→ **Exercise directions**
Your answer is the lines below, exactly, from the one that contains "M 1702,897 L 1729,863" through the one that contains "M 472,956 L 464,965 L 494,987 L 487,998", both included.

-*-*-

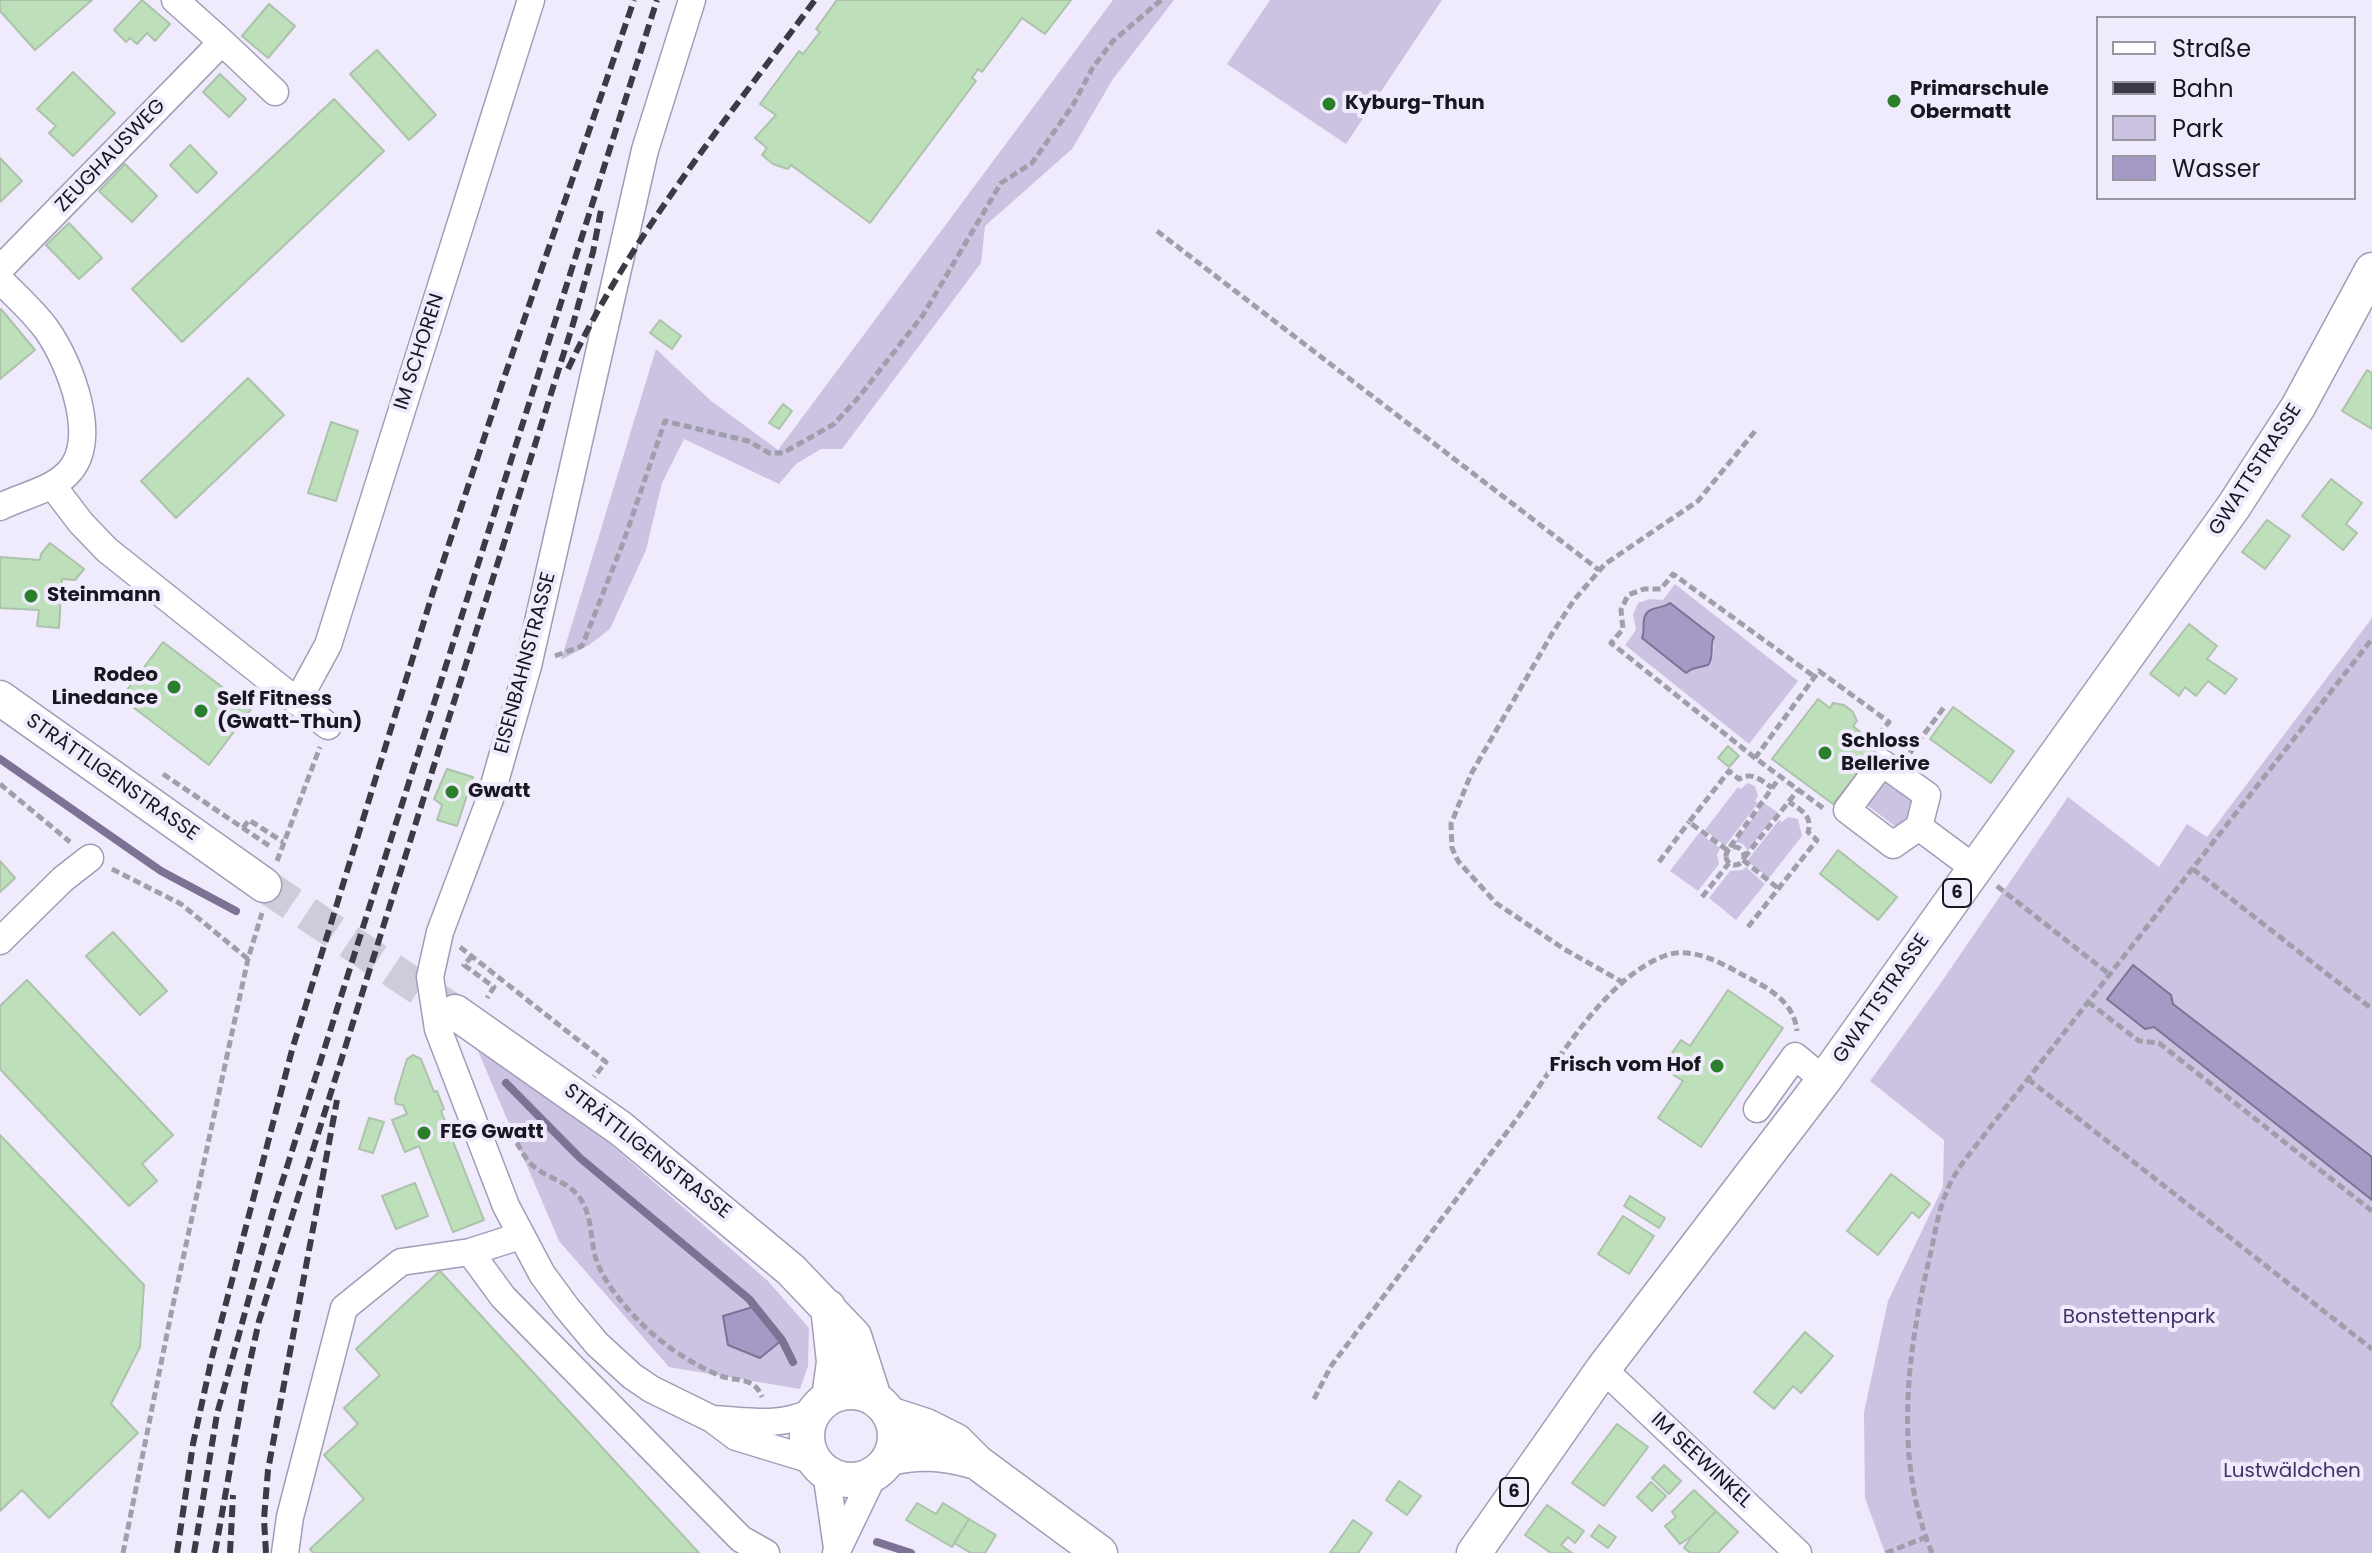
<!DOCTYPE html>
<meta charset="utf-8">
<style>
body{margin:0}
#map{position:relative;width:2372px;height:1553px;overflow:hidden;background:#efebfc;font-family:Poppins,sans-serif}
canvas{display:block}
.legend{position:absolute;left:2096px;top:16px;width:260px;height:184px;box-sizing:border-box;background:#efebfc;border:2px solid #9996a4;margin:0;padding:10px 14px;list-style:none;font-size:24px;color:#191620}
.legend li{display:flex;align-items:center;gap:16px;height:40px}
.legend b{width:40px;border:2px solid #9996a4}
</style>
<div id="map">
<canvas width="2372" height="1553"></canvas>
<ul class="legend">
<li><b style="height:10px;background:#fff"></b>Straße</li>
<li><b style="height:10px;background:#3d3a45"></b>Bahn</li>
<li><b style="height:22px;background:#cbc3e1"></b>Park</li>
<li><b style="height:22px;background:#a59ac5"></b>Wasser</li>
</ul>
</div>
<script>
const context = document.querySelector('canvas').getContext('2d');
context.lineJoin = 'round';
function fillPath(path, color) { context.fillStyle = color; context.fill(path, 'evenodd'); }
function strokePath(path, color, width, dash) { context.strokeStyle = color; context.lineWidth = width; context.lineCap = dash ? 'butt' : 'round'; context.setLineDash(dash || []); context.stroke(path); }
function drawText(font, color, halo, rows, align = 'center') {
  context.font = font + ' Poppins,sans-serif'; context.lineWidth = 8; context.setLineDash([]); context.textBaseline = 'middle'; context.strokeStyle = halo; context.fillStyle = color; for (const [text, x, y, turn = 0] of rows) {
    context.save(); context.translate(x, y); context.rotate((+turn || 0) * Math.PI / 180); context.textAlign = isNaN(turn) ? turn : align; if (halo) context.strokeText(text, 0, 0); context.fillText(text, 0, 0); context.restore();
  }
}
fillPath(new Path2D(`
 M 1113,0 L 1174,0 L 1113,79 L 1072,149 L 985,226 L 981,263 L 842,449 L 821,449 L 796,464 L 779,484 L 684,439 L 662,483 L 646,550 L 610,629 L 589,645 L 561,660 L 656,349 L 710,400 L 778,450 Z
 M 1270,0 L 1442,0 L 1346,144 L 1227,64 Z
 M 1675,584 L 1798,681 L 1749,744 L 1625,645 L 1636,630 L 1633,615 L 1638,603 L 1650,599 L 1663,600 ZM 1671,603 L 1714,637 L 1713,655 L 1708,665 L 1690,670 L 1644,635 L 1644,623 L 1654,608 L 1665,607 Z
 M 2372,618 L 2372,1553 L 1885,1553 L 1865,1498 L 1864,1412 L 1888,1301 L 1943,1187 L 1944,1140 L 1870,1081 L 1938,987 L 2068,797 L 2159,867 L 2187,824 L 2207,837 Z
 M 1887,781 L 1915,804 L 1913,817 L 1896,827 L 1867,805 Z
 M 1748,783 L 1755,786 L 1758,796 L 1755,801 L 1758,803 L 1725,846 L 1705,830 L 1738,787 L 1740,789 Z
 M 1764,803 L 1777,812 L 1748,851 L 1743,844 L 1735,842 Z
 M 1788,817 L 1798,819 L 1802,836 L 1769,878 L 1747,861 L 1779,820 L 1782,822 Z
 M 1699,833 L 1720,848 L 1717,855 L 1719,864 L 1698,891 L 1670,871 Z
 M 1746,867 L 1765,884 L 1736,920 L 1709,898 L 1730,871 L 1742,870 Z
 M 478,1051 L 594,1130 L 768,1281 L 809,1328 L 808,1366 L 800,1389 L 669,1367 L 559,1241 Z`), '#cbc3e1');
const water = new Path2D(`
 M 1670,603 L 1714,637 C 1709,646 1715,656 1708,665 L 1692,669 L 1686,673 L 1642,638 C 1645,631 1642,623 1645,616 C 1649,606 1663,609 1670,603 Z
 M 2133,965 L 2171,995 L 2173,1004 L 2372,1157 L 2372,1200 L 2154,1027 L 2145,1029 L 2107,999 Z
 M 756,1306 L 782,1340 L 760,1358 L 728,1345 L 723,1316 Z`);
fillPath(water, '#a59ac5');
strokePath(water, '#7b7294', 2);
strokePath(new Path2D(`
 M 0,759 L 161,871 L 236,911
 M 506,1083 L 580,1158 L 749,1299 L 782,1340 L 793,1362
 M 877,1542 L 911,1553`), '#7b7294', 8);
const building = new Path2D(`
 M 0,0 L 92,0 L 35,50 L 0,11 Z
 M 142,0 L 170,24 L 155,41 L 147,33 L 137,44 L 130,38 L 126,42 L 114,30 Z
 M 837,0 L 1071,0 L 1045,34 L 1022,18 L 982,72 L 978,69 L 972,78 L 976,81 L 870,223 L 791,165 L 788,169 L 773,164 L 762,155 L 767,148 L 755,138 L 776,115 L 760,104 L 799,51 L 803,54 L 820,32 L 816,29 Z
 M 269,4 L 295,26 L 268,58 L 242,36 Z
 M 377,50 L 436,115 L 409,140 L 350,74 Z
 M 73,72 L 115,113 L 73,156 L 49,133 L 56,126 L 37,109 Z
 M 220,74 L 246,99 L 229,117 L 203,92 Z
 M 334,99 L 384,151 L 182,342 L 132,289 Z
 M 190,145 L 217,173 L 197,193 L 170,165 Z
 M 0,158 L 22,181 L 0,202 Z
 M 125,164 L 157,196 L 132,222 L 99,191 Z
 M 69,223 L 102,258 L 79,279 L 46,245 Z
 M 1,309 L 35,350 L 0,379 L 0,310 Z
 M 660,320 L 681,336 L 672,349 L 650,333 Z
 M 2367,370 L 2372,373 L 2372,429 L 2342,411 Z
 M 248,378 L 284,415 L 176,518 L 141,481 Z
 M 783,404 L 792,411 L 779,429 L 769,423 Z
 M 331,422 L 358,431 L 336,501 L 308,493 Z
 M 2331,479 L 2362,503 L 2346,524 L 2357,533 L 2343,550 L 2302,516 Z
 M 2267,520 L 2290,536 L 2265,569 L 2242,552 Z
 M 50,543 L 84,569 L 75,580 L 62,579 L 59,628 L 37,626 L 39,610 L 0,608 L 0,557 L 40,560 L 41,554 Z
 M 2189,624 L 2217,646 L 2207,659 L 2237,679 L 2225,694 L 2208,681 L 2196,696 L 2185,687 L 2179,696 L 2150,674 Z
 M 163,642 L 251,709 L 209,765 L 121,698 Z
 M 1818,699 L 1830,708 L 1833,703 L 1844,705 L 1852,711 L 1857,721 L 1853,726 L 1878,747 L 1833,804 L 1772,759 Z
 M 1953,707 L 2014,751 L 1991,783 L 1930,739 Z
 M 1728,746 L 1739,756 L 1729,767 L 1718,758 Z
 M 447,769 L 473,777 L 457,826 L 437,820 L 442,805 L 434,799 Z
 M 1838,850 L 1897,897 L 1878,920 L 1820,874 Z
 M 0,861 L 15,878 L 0,892 Z
 M 113,932 L 167,991 L 140,1015 L 86,956 Z
 M 27,980 L 173,1135 L 142,1164 L 157,1181 L 129,1206 L 0,1069 L 0,1006 Z
 M 1728,990 L 1783,1028 L 1701,1147 L 1658,1118 L 1683,1081 L 1672,1074 L 1682,1059 L 1672,1053 L 1681,1040 L 1690,1046 Z
 M 413,1055 L 421,1059 L 434,1092 L 437,1091 L 444,1109 L 441,1111 L 484,1220 L 453,1232 L 419,1146 L 405,1152 L 392,1120 L 407,1114 L 403,1105 L 396,1104 L 395,1098 L 407,1059 Z
 M 369,1118 L 384,1122 L 373,1153 L 359,1149 Z
 M 0,1135 L 144,1285 L 140,1347 L 111,1404 L 138,1433 L 49,1518 L 22,1490 L 0,1511 Z
 M 1891,1174 L 1930,1204 L 1919,1218 L 1912,1212 L 1878,1255 L 1847,1231 Z
 M 415,1183 L 428,1216 L 396,1229 L 382,1196 Z
 M 1630,1196 L 1665,1218 L 1659,1228 L 1624,1206 Z
 M 1623,1216 L 1654,1236 L 1629,1274 L 1598,1254 Z
 M 440,1271 L 699,1553 L 313,1553 L 310,1549 L 364,1499 L 324,1455 L 358,1424 L 344,1408 L 380,1375 L 356,1349 Z
 M 1805,1332 L 1833,1356 L 1801,1393 L 1793,1386 L 1774,1409 L 1754,1392 Z
 M 1617,1424 L 1648,1447 L 1604,1506 L 1572,1483 Z
 M 1664,1465 L 1681,1481 L 1669,1494 L 1652,1478 Z
 M 1399,1481 L 1421,1496 L 1407,1515 L 1386,1500 Z
 M 1651,1482 L 1666,1496 L 1652,1511 L 1637,1497 Z
 M 1694,1490 L 1716,1511 L 1692,1536 L 1680,1544 L 1665,1526 L 1676,1517 L 1672,1512 Z
 M 917,1503 L 936,1514 L 943,1503 L 969,1519 L 952,1547 L 906,1520 Z
 M 1547,1505 L 1584,1531 L 1575,1543 L 1568,1537 L 1561,1545 L 1572,1553 L 1551,1553 L 1525,1535 Z
 M 1716,1511 L 1738,1532 L 1718,1553 L 1691,1553 L 1684,1548 L 1692,1536 Z
 M 969,1519 L 996,1535 L 985,1553 L 971,1553 L 954,1543 Z
 M 1353,1520 L 1372,1533 L 1358,1553 L 1330,1553 Z
 M 1599,1525 L 1616,1537 L 1608,1548 L 1591,1536 Z`);
fillPath(building, '#bde0ba');
strokePath(building, '#adc2ab', 2);
strokePath(new Path2D(`
 M 264,885 L 455,1012`), '#cfcbdb', 34, [34, 17]);
const minor = new Path2D(`
 M 175,0 L 222,42
 M 692,0 L 645,150 L 528,666 L 490,799 L 440,932 L 430,977 L 438,1029 L 506,1206 L 542,1274 L 567,1308 L 597,1344 L 632,1376 L 651,1389 L 712,1419 L 736,1437 L 815,1461
 M 0,269 L 222,42 L 275,92
 M 0,280 C 16,296 34,312 47,330 C 70,363 101,441 67,474 C 50,491 21,496 0,507
 M 52,485 L 81,523 L 107,550 L 328,726
 M 298,700 L 328,645 L 531,0
 M 1919,827 L 1893,845 L 1847,810 L 1882,763 L 1927,795 L 1919,827 L 1974,868
 M 0,941 L 63,879 L 90,858
 M 1757,1109 L 1795,1056 L 1824,1080
 M 470,1252 L 503,1297 L 741,1539 L 766,1553
 M 1603,1369 L 1798,1553
 M 712,1419 C 751,1421 778,1428 814,1411
 M 826,1472 L 837,1548
 M 285,1553 L 290,1517 L 344,1308 L 401,1262 L 470,1252 L 520,1236
 M 836,1553 L 874,1474`);
const major = new Path2D(`
 M 0,698 L 264,885
 M 455,1012 L 620,1128 L 791,1270 L 854,1336 L 874,1398
 M 828,1307 L 834,1362 L 829,1398
 M807 1436a44 44 0 1 1 88 0a44 44 0 1 1-88 0Z
 M 889,1414 L 926,1426 L 956,1441 L 978,1463 L 1100,1553
 M 889,1458 C 920,1451 943,1453 973,1461
 M 1474,1553 L 1603,1369 L 1824,1080 L 2234,506 L 2298,407 L 2372,270`);
strokePath(minor, '#a29cb7', 29);
strokePath(major, '#a29cb7', 37);
strokePath(new Path2D(`
 M 1157,231 L 1599,570
 M 555,656 L 582,646 L 623,543 L 665,421 L 748,441 L 769,453 L 783,453 L 834,424 L 858,398 L 923,315 L 1001,183 L 1032,163 L 1073,105 L 1093,67 L 1113,41 L 1161,0
 M 1910,753 L 1945,706
 M 1755,758 L 1611,643 L 1623,629 L 1621,610 L 1628,595 L 1644,589 L 1661,589 L 1673,574 L 1815,677
 M 163,774 L 271,847
 M 0,784 L 70,842
 M 1823,808 L 1755,758 L 1819,671 L 1889,722 L 1878,735 L 1884,739
 M 243,828 L 249,820 L 283,842
 M1726 856a9 9 0 1 1 18 0a9 9 0 1 1-18 0Z
 M 1730,847 L 1780,777
 M 1727,850 L 1689,822 L 1729,771 L 1739,779 C 1752,771 1761,780 1772,788
 M 1744,858 L 1798,790
 M 1743,860 L 1779,889
 M 277,861 L 320,747
 M 1659,862 L 1689,822
 M 112,869 L 181,904 L 248,959
 M 2193,869 L 2372,1009
 M 1997,886 L 2109,974
 M 1702,897 L 1729,863
 M 1748,927 L 1817,840 L 1808,832 C 1813,816 1801,810 1789,802
 M 460,947 L 606,1062 L 594,1077
 M 472,956 L 464,965 L 494,987 L 487,998
 M 1624,983 L 1564,949 L 1496,903 L 1458,861 L 1452,848 L 1451,824 L 1471,774 L 1553,632 L 1574,600 L 1605,564 L 1698,501 L 1756,430
 M 2088,1002 L 2139,1041 L 2159,1043 L 2372,1211
 M 2028,1079 L 2372,1349
 M 502,1124 C 516,1135 519,1151 530,1163 C 546,1180 570,1179 583,1203 C 593,1222 590,1243 597,1262 C 605,1283 624,1306 640,1322 C 660,1343 693,1365 721,1376 C 730,1380 741,1378 750,1383 C 757,1386 759,1391 762,1397
 M 1314,1399 L 1331,1366 C 1391,1287 1450,1207 1510,1128 C 1551,1074 1601,978 1667,955 C 1692,947 1720,962 1741,974 C 1767,987 1794,1001 1797,1031
 M 123,1553 L 171,1314 L 248,959 L 262,913
 M 1886,1553 L 1926,1537
 M 1932,1553 C 1893,1459 1907,1352 1930,1256 C 1935,1234 1938,1211 1947,1191 C 1954,1172 1968,1156 1981,1139 L 2372,639`), '#a19eac', 5, [8, 4]);
strokePath(minor, '#fff', 26);
strokePath(major, '#fff', 34);
strokePath(new Path2D(`
 M 568,369 C 631,235 727,119 815,0
 M 177,1553 L 193,1444 L 212,1357 L 292,1050 L 433,592 L 503,381 L 634,0
 M 194,1553 L 217,1414 L 273,1211 L 657,0
 M 215,1553 L 245,1384 L 259,1321 L 573,324 L 593,252 L 602,205
 M 230,1553 L 233,1495
 M 266,1553 L 264,1519 L 268,1470 L 337,1100`), '#3d3a45', 6, [12, 6]);
for (const [x, y, r, color] of [
 [1894,101,8,"#2b7e2b"],
 [1329,104,8,"#2b7e2b"],
 [31,596,8,"#2b7e2b"],
 [174,687,8,"#2b7e2b"],
 [201,711,8,"#2b7e2b"],
 [1825,753,8,"#2b7e2b"],
 [452,792,8,"#2b7e2b"],
 [1717,1066,8,"#2b7e2b"],
 [424,1133,8,"#2b7e2b"]
]) { const dot = new Path2D(); dot.arc(x, y, r, 0, 2 * Math.PI); context.fillStyle = color; context.fill(dot); strokePath(dot, '#efebfc', 3); }
for (const [x, y, w] of [
 [1957,893,28],
 [1514,1492,28]
]) { const box = new Path2D(); box.roundRect(x - w / 2, y - 14, w, 28, 6); context.fillStyle = '#efebfc'; context.fill(box); strokePath(box, '#191620', 2); }
drawText('bold 18px', '#191620', null, [
 ["6",1957,893],
 ["6",1514,1492]
]);
drawText('bold 20px', '#191620', '#efebfc', [
 ["Primarschule",1910,90],
 ["Obermatt",1910,113],
 ["Kyburg-Thun",1345,104],
 ["Steinmann",47,596],
 ["Rodeo",158,676,"right"],
 ["Linedance",158,699,"right"],
 ["Self Fitness",217,700],
 ["(Gwatt-Thun)",217,723],
 ["Schloss",1841,742],
 ["Bellerive",1841,765],
 ["Gwatt",468,792],
 ["Frisch vom Hof",1701,1066,"right"],
 ["FEG Gwatt",440,1133]
], 'left');
drawText('20px', '#191620', '#efebfc', [
 ["ZEUGHAUSWEG",111,156,-46],
 ["IM SCHOREN",420,352,-72],
 ["GWATTSTRASSE",2256,470,-57],
 ["EISENBAHNSTRASSE",526,663,-75],
 ["STRÄTTLIGENSTRASSE",112,778,35],
 ["GWATTSTRASSE",1882,999,-55],
 ["STRÄTTLIGENSTRASSE",647,1152,38],
 ["IM SEEWINKEL",1701,1461,43]
]);
drawText('20px', '#433168', '#efebfc', [
 ["Bonstettenpark",2139,1318],
 ["Lustwäldchen",2292,1472]
]);
</script>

-*-*-

→ **Answer space**
 M 1702,897 L 1729,863
 M 1748,927 L 1817,840 L 1808,832 C 1813,816 1801,810 1789,802
 M 460,947 L 606,1062 L 594,1077
 M 472,956 L 464,965 L 494,987 L 487,998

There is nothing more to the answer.